**Exercise aim:** In the data, find each line where the word "linejoin" appears and list that line.
··· Material supplied ···
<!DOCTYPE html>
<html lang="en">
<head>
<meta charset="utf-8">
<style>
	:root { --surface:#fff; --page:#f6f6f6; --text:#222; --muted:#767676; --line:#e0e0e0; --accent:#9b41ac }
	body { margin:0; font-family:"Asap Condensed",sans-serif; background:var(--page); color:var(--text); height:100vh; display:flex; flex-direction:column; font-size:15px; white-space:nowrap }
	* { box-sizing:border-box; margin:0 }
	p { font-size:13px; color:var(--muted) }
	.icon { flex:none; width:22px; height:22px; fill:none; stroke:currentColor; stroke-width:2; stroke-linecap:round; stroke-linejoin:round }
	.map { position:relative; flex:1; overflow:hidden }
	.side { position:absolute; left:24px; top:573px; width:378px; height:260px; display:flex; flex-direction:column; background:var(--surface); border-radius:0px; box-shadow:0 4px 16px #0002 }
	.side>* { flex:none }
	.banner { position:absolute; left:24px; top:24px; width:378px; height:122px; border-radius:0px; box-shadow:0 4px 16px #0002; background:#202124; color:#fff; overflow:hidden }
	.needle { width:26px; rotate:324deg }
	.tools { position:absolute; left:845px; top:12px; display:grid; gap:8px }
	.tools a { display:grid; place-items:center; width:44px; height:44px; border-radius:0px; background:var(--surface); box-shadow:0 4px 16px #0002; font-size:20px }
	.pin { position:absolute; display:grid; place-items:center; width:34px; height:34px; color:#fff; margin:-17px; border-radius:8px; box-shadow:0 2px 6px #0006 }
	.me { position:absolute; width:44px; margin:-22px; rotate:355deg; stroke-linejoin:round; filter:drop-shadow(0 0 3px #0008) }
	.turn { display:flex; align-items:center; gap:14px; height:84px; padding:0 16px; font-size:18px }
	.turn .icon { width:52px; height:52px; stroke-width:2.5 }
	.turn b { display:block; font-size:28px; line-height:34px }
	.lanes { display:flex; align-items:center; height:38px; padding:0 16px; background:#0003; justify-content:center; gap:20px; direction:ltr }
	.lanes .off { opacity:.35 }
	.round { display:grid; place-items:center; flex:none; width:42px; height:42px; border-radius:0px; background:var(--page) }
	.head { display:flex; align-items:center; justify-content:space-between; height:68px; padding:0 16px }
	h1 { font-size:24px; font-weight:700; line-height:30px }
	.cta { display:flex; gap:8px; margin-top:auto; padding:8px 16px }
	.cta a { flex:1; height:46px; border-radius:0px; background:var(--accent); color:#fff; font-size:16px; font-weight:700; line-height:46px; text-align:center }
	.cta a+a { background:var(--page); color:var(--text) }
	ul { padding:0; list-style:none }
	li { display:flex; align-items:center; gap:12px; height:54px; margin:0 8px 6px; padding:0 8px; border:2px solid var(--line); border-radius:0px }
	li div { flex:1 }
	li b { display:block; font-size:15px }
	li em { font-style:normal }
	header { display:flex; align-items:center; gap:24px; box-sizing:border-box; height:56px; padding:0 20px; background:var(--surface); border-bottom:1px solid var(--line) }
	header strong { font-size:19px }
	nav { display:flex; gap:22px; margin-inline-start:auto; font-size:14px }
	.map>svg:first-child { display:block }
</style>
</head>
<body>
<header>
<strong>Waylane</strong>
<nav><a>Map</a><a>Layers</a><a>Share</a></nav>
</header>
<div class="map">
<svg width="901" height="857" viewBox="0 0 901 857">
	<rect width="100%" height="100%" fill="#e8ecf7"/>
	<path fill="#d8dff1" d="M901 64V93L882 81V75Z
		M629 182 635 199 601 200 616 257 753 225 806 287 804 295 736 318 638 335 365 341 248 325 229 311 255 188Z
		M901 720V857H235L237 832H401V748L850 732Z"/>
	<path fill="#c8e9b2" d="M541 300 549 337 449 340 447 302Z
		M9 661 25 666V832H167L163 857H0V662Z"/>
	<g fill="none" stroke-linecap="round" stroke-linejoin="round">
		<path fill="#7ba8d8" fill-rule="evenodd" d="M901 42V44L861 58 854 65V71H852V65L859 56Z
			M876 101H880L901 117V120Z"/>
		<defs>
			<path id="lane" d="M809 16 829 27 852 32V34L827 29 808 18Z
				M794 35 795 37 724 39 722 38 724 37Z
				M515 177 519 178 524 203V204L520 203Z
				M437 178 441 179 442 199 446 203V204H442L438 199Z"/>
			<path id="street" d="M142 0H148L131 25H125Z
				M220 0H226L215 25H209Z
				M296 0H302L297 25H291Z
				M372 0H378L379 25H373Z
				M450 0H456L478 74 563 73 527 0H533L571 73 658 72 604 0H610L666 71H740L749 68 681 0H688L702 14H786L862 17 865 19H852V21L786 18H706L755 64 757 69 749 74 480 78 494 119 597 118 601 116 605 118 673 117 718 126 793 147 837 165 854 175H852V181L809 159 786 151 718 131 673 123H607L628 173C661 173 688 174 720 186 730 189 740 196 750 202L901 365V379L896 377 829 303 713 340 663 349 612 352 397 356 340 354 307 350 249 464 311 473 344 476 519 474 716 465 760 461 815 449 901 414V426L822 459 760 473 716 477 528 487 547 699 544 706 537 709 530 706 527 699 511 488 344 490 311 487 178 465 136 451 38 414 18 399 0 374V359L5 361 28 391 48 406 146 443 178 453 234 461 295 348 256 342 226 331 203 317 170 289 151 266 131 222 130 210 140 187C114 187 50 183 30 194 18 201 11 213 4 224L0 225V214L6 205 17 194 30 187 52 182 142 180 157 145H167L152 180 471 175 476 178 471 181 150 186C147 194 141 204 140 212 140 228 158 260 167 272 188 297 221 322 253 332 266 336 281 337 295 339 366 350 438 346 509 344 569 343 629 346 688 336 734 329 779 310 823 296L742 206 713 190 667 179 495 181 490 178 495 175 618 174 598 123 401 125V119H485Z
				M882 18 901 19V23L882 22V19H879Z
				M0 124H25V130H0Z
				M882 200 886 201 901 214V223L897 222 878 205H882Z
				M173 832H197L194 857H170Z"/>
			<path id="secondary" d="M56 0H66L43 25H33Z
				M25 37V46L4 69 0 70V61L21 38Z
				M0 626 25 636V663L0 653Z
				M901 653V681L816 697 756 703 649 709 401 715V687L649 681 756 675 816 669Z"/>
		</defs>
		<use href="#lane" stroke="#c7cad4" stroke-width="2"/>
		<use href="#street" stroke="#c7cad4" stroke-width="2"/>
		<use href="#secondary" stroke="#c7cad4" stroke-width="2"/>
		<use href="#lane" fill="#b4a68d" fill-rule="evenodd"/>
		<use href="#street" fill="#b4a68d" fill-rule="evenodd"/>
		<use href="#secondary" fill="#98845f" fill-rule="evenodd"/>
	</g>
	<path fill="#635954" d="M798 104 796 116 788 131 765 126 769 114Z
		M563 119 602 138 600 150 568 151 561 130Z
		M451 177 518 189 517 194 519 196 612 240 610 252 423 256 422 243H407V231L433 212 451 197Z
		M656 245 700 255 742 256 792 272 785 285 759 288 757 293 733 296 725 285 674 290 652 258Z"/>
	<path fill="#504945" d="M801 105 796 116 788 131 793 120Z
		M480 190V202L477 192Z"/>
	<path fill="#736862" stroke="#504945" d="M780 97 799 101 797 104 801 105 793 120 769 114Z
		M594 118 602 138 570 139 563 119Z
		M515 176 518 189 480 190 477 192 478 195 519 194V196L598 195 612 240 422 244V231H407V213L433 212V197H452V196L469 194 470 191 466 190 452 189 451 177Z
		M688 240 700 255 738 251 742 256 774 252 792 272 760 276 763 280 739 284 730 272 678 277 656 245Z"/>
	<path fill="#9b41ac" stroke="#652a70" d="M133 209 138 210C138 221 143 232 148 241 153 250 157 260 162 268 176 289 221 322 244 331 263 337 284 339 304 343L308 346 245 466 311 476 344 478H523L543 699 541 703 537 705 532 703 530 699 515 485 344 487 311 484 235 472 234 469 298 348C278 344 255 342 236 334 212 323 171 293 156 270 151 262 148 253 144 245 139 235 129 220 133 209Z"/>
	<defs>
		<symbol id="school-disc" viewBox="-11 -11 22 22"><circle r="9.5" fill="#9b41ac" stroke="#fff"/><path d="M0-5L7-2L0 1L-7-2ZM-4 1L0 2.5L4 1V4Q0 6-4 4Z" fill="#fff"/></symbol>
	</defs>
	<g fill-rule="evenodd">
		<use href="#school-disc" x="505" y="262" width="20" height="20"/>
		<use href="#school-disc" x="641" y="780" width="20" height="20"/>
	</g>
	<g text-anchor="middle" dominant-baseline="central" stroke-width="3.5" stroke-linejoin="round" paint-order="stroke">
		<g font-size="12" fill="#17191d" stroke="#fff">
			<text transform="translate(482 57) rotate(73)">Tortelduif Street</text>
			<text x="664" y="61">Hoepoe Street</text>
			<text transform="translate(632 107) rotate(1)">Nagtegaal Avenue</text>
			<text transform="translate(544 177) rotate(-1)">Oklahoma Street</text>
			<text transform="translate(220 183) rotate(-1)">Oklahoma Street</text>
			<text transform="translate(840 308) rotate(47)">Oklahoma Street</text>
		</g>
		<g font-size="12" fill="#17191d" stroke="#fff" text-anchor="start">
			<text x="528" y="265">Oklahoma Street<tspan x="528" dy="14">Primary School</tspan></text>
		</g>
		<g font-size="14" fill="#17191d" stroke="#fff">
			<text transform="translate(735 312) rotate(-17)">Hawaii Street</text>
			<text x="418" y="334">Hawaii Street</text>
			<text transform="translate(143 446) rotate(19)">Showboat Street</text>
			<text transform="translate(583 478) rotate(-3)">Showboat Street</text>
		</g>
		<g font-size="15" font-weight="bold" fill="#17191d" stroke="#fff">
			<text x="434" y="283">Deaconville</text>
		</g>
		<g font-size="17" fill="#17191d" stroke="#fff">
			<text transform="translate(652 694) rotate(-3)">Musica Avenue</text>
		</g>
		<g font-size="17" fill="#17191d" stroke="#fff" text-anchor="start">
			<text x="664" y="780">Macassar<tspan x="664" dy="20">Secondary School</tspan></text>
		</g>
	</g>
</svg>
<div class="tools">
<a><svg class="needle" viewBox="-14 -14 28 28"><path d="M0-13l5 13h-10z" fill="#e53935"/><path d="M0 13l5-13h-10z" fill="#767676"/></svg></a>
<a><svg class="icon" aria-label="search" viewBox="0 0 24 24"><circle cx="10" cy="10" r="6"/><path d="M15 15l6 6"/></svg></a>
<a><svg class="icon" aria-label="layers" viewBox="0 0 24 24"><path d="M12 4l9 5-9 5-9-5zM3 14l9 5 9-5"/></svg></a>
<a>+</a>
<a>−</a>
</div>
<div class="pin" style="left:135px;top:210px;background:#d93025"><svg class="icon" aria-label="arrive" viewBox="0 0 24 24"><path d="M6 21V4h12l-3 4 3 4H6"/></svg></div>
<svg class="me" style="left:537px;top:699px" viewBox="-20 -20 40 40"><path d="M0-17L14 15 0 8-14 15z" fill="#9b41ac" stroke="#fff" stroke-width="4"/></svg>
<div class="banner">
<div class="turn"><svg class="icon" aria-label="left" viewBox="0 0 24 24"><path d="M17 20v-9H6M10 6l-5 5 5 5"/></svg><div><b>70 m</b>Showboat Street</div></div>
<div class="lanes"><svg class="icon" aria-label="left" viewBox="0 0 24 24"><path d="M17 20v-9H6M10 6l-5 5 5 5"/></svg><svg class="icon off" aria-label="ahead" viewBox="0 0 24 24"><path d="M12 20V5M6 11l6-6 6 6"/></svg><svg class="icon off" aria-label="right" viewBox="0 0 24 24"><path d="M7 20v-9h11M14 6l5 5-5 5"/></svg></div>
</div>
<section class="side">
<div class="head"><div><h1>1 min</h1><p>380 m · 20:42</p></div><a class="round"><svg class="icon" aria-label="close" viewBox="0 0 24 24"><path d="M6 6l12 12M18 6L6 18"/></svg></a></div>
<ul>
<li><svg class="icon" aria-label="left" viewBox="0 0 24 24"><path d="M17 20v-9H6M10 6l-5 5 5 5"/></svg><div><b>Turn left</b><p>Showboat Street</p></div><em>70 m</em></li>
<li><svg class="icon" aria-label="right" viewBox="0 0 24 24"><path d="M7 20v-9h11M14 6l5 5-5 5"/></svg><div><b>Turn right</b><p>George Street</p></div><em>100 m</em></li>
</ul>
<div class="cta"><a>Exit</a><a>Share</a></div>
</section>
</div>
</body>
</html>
···
**Final answer:**
	.icon { flex:none; width:22px; height:22px; fill:none; stroke:currentColor; stroke-width:2; stroke-linecap:round; stroke-linejoin:round }
	.me { position:absolute; width:44px; margin:-22px; rotate:355deg; stroke-linejoin:round; filter:drop-shadow(0 0 3px #0008) }
	<g fill="none" stroke-linecap="round" stroke-linejoin="round">
	<g text-anchor="middle" dominant-baseline="central" stroke-width="3.5" stroke-linejoin="round" paint-order="stroke">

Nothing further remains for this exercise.